Gilet gialli a Parigi (Lapresse)
Gilet gialli a Parigi (Lapresse)

Parigi, 9 dicembre 2018 - Dopo l'ondata di violenze, a seguito della protesta dei gilet gialli, e degli immancabili casseur che hanno approfittato del movimento per mettere a ferro e fuoco le città, la Francia s'interroga su quanto le è costato tutto ciò, e su cosa fare ora. Il tutto mentre l'Intelligence ipotizza influenze al movimento di protesta dall'estero.

CATASTROFE PER L'ECONOMIA - Secondo il ministro dell'Economia, Bruno Le Maire, i danneggiamenti e i blocchi stradali nelle proteste sono stati "una catastrofe" per l'economia francese. Parlando di "crisi della nazione" il ministro, nel corso di una visita ai commercianti parigini all'indomani del terzo sabato di proteste, ha sottolineato che in "un periodo in cui normalmente il commercio va bene, siamo alla vigilia delle feste di Natale e qui è proprio una catastrofe". E ha promesso "risposte molto concrete e dirette" ai commercianti colpiti. Poi ha passato la palla a Macron dicendosi convinto che il presidente "saprà trovare le parole". 

MACRON: HO FATTO DELLE SCIOCCHEZZE - Emmanuel Macron in effetti, venerdì incontrando alcuni sindaci, le parole le avrebbe trovate. Il numero uno dell'Eliseo avrebbe detto di aver fatto delle "conneries", sciocchezze nella traduzione più educata.

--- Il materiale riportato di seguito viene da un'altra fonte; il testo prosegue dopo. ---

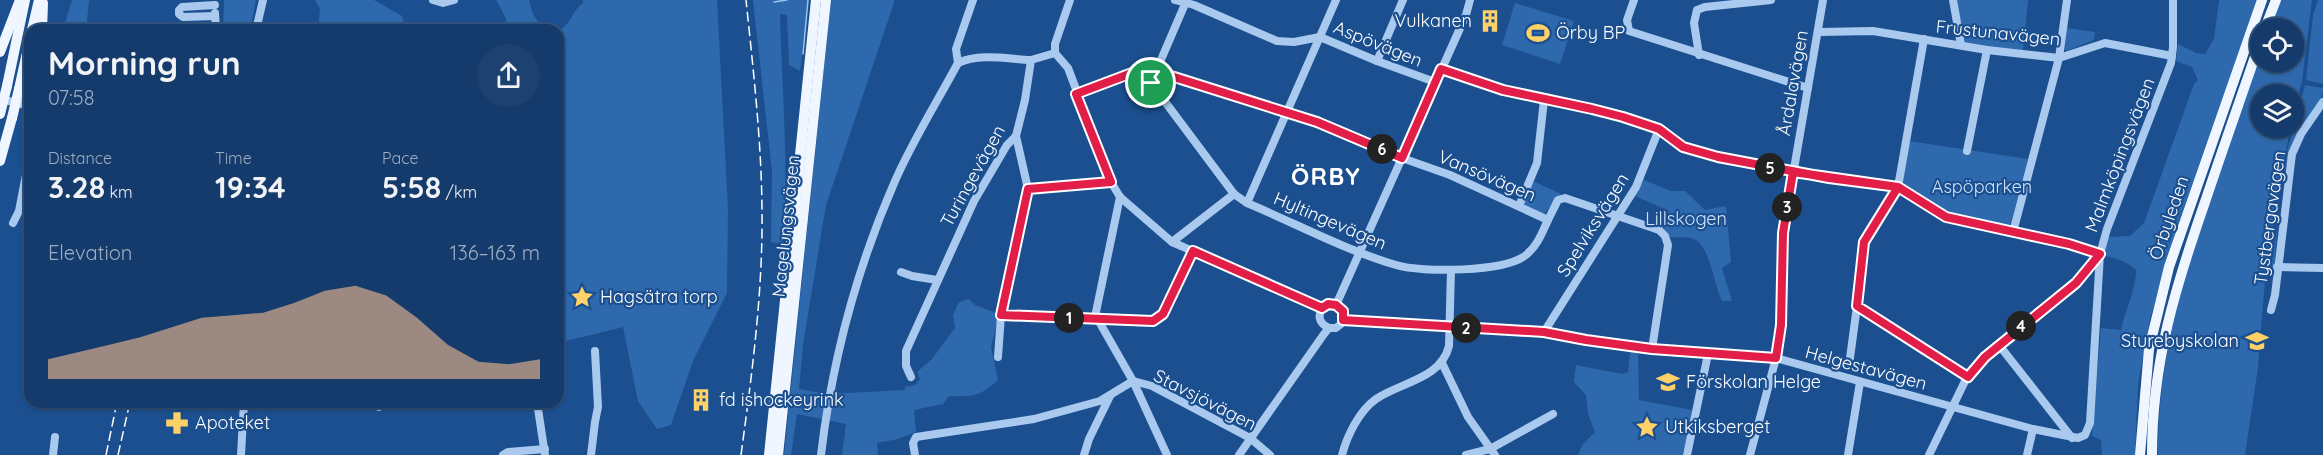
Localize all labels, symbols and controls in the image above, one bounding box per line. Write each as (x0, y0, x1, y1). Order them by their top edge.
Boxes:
building icon: Vulkanen (1477, 8, 1503, 34)
place label: Vulkanen (1394, 9, 1472, 32)
street label: Aspövägen (1330, 15, 1426, 72)
street label: Frustunavägen (1935, 15, 2061, 50)
map controls (2250, 18, 2304, 138)
button: locate (2250, 18, 2304, 72)
sports icon: Örby BP (1525, 20, 1551, 46)
place label: Örby BP (1556, 21, 1625, 44)
street label: Årdalavägen (1772, 28, 1813, 137)
text: Morning run (48, 42, 241, 83)
button: share (477, 44, 540, 107)
pin (1125, 57, 1176, 108)
icon: arrive (1134, 66, 1167, 99)
street label: Malmköpingsvägen (2080, 74, 2160, 235)
button: layers (2250, 84, 2304, 138)
text: 07:58 (48, 85, 95, 110)
street label: Turingevägen (935, 121, 1010, 231)
pin: 6 (1367, 134, 1397, 164)
text: 6 (1378, 139, 1386, 159)
street label: Vansövägen (1435, 145, 1540, 206)
text: Distance (48, 148, 112, 168)
text: Time (215, 148, 252, 168)
text: Pace (382, 148, 418, 168)
street label: Tystbergavägen (2249, 149, 2290, 286)
pin: 5 (1755, 153, 1785, 183)
street label: Magelungsvägen (767, 154, 804, 298)
text: 5 (1765, 158, 1775, 178)
district label: ÖRBY (1291, 161, 1361, 191)
text: 3.28 (48, 168, 105, 206)
text: 19:34 (215, 168, 286, 206)
text: 5:58 (382, 168, 441, 206)
street label: Spelviksvägen (1552, 169, 1634, 281)
street label: Örbyleden (2143, 173, 2194, 263)
park label: Aspöparken (1932, 175, 2032, 198)
text: km (105, 182, 133, 202)
text: /km (441, 182, 477, 202)
street label: Hyltingevägen (1270, 186, 1390, 255)
pin: 3 (1772, 192, 1802, 222)
text: 3 (1783, 197, 1791, 217)
park label: Lillskogen (1645, 207, 1727, 230)
text: Elevation (48, 240, 132, 265)
text: 136–163 m (450, 240, 540, 265)
place icon: Hagsätra torp (569, 284, 595, 310)
place label: Hagsätra torp (600, 285, 718, 308)
pin: 1 (1054, 303, 1084, 333)
text: 1 (1066, 308, 1072, 328)
pin: 4 (2006, 311, 2036, 341)
pin: 2 (1451, 313, 1481, 343)
text: 4 (2016, 316, 2026, 336)
text: 2 (1461, 318, 1471, 338)
school or university icon: Sturebyskolan (2244, 328, 2270, 354)
place label: Sturebyskolan (2121, 329, 2239, 352)
street label: Helgestavägen (1803, 340, 1930, 395)
street label: Stavsjövägen (1150, 364, 1260, 435)
school or university icon: Förskolan Helge (1655, 369, 1681, 395)
place label: Förskolan Helge (1686, 370, 1821, 393)
building icon: fd ishockeyrink (688, 387, 714, 413)
place label: fd ishockeyrink (719, 388, 844, 411)
pharmacy icon: Apoteket (164, 410, 190, 436)
place label: Apoteket (195, 411, 270, 434)
place icon: Utkiksberget (1634, 414, 1660, 440)
place label: Utkiksberget (1665, 415, 1770, 438)

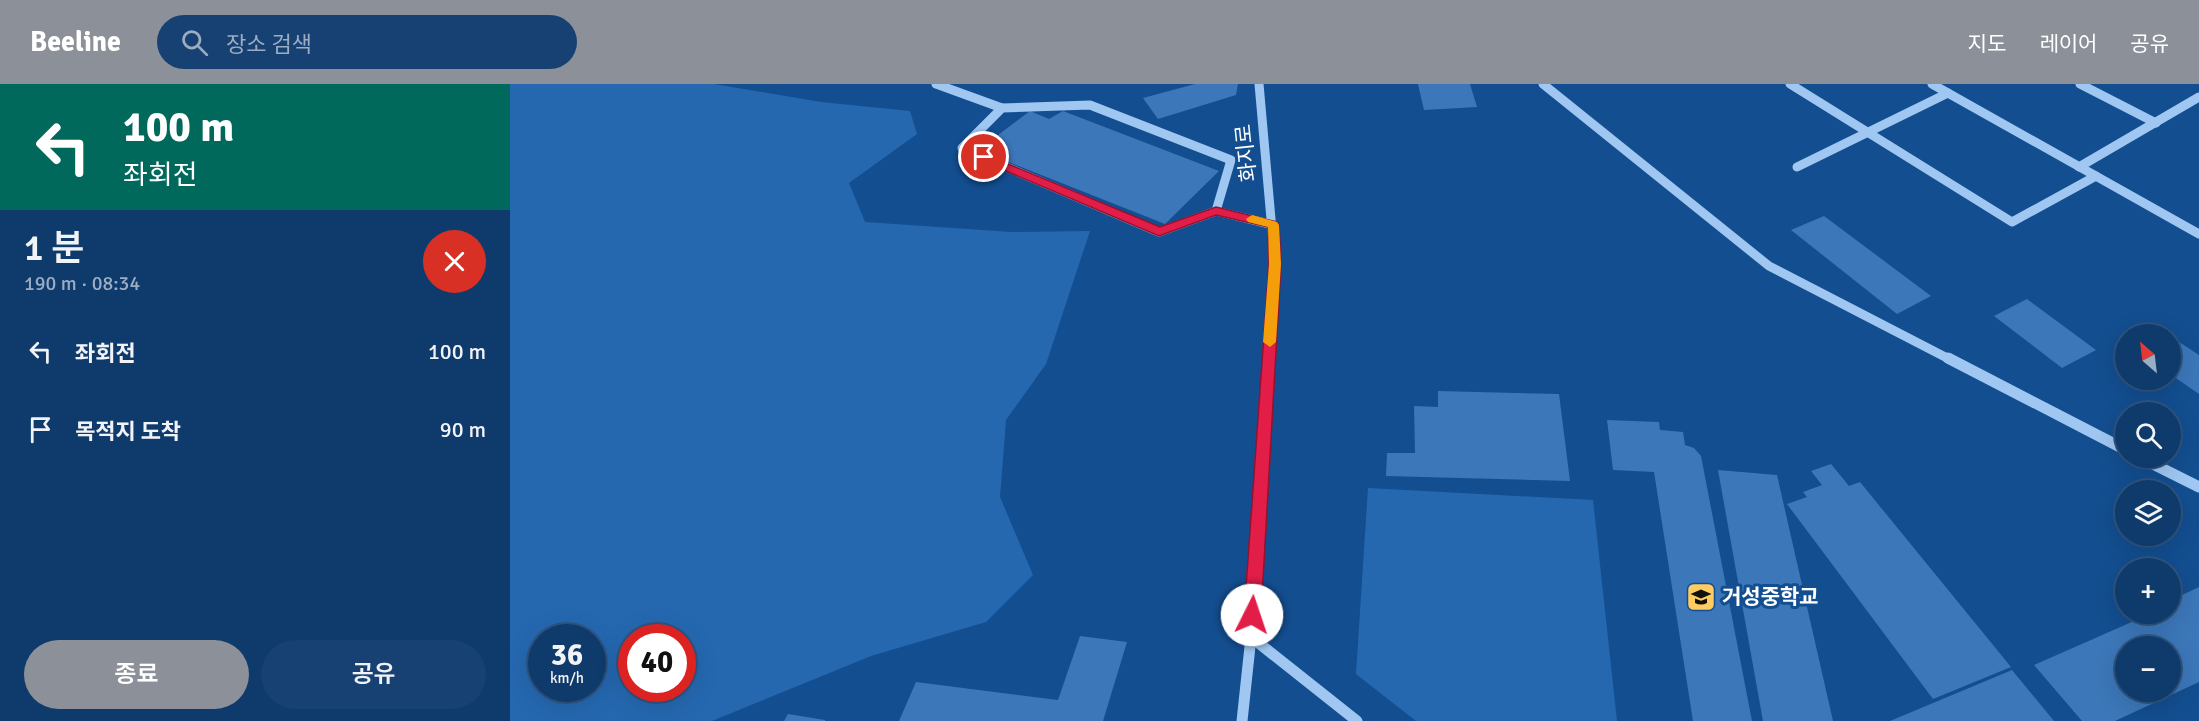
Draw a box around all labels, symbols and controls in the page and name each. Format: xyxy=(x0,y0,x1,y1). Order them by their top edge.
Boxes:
search box xyxy=(157,15,577,69)
text: Beeline xyxy=(30,25,121,59)
icon: search xyxy=(178,26,211,59)
text: 장소 검색 xyxy=(226,31,312,58)
text: 지도 xyxy=(1968,31,2006,57)
text: 레이어 xyxy=(2039,31,2097,57)
text: 공유 xyxy=(2130,31,2169,57)
text: 100 m xyxy=(123,102,234,153)
icon: left xyxy=(24,108,102,186)
street label: 화지로 xyxy=(1230,123,1262,183)
pin xyxy=(958,131,1009,182)
icon: arrive xyxy=(967,140,1000,173)
text: 좌회전 xyxy=(123,159,198,192)
text: 1 분 xyxy=(24,226,84,271)
button: close xyxy=(423,230,486,293)
text: 190 m · 08:34 xyxy=(24,271,140,296)
north arrow xyxy=(2115,324,2181,390)
map controls xyxy=(2115,324,2181,702)
icon: left xyxy=(24,335,57,368)
text: 100 m xyxy=(428,338,486,365)
text: 좌회전 xyxy=(75,340,136,367)
button: search xyxy=(2115,402,2181,468)
icon: arrive xyxy=(24,413,57,446)
text: 90 m xyxy=(440,416,486,443)
text: 목적지 도착 xyxy=(75,418,181,445)
button: layers xyxy=(2115,480,2181,546)
button: + xyxy=(2115,558,2181,624)
school or university icon: 거성중학교 xyxy=(1685,581,1717,613)
position arrow xyxy=(1220,583,1284,647)
place label: 거성중학교 xyxy=(1722,584,1819,610)
speed limit sign: 40 xyxy=(618,624,696,702)
button: − xyxy=(2115,636,2181,702)
text: 36 xyxy=(551,637,583,674)
button: 종료 xyxy=(24,640,249,709)
button: 공유 xyxy=(261,640,486,709)
text: km/h xyxy=(550,669,584,687)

Secondo Le Parisien, Macron avrebbe fatto mea culpa. "Ci sono troppe imposte, troppe tasse, troppe fiscalità in questo Paese", sarebbe stato lo sfogo del presidente, alle prese con una grave crisi innescata dai gilet gialli. In settimana annuncerà "misure concrete" e "immediate" per rispondere al momento no della Francia, ha riferito il ministro del Lavoro, Muriel Pénicaud. Inoltre riceverà a palazzo presidenziale i presidenti del parlamento e i capi dei sindacati.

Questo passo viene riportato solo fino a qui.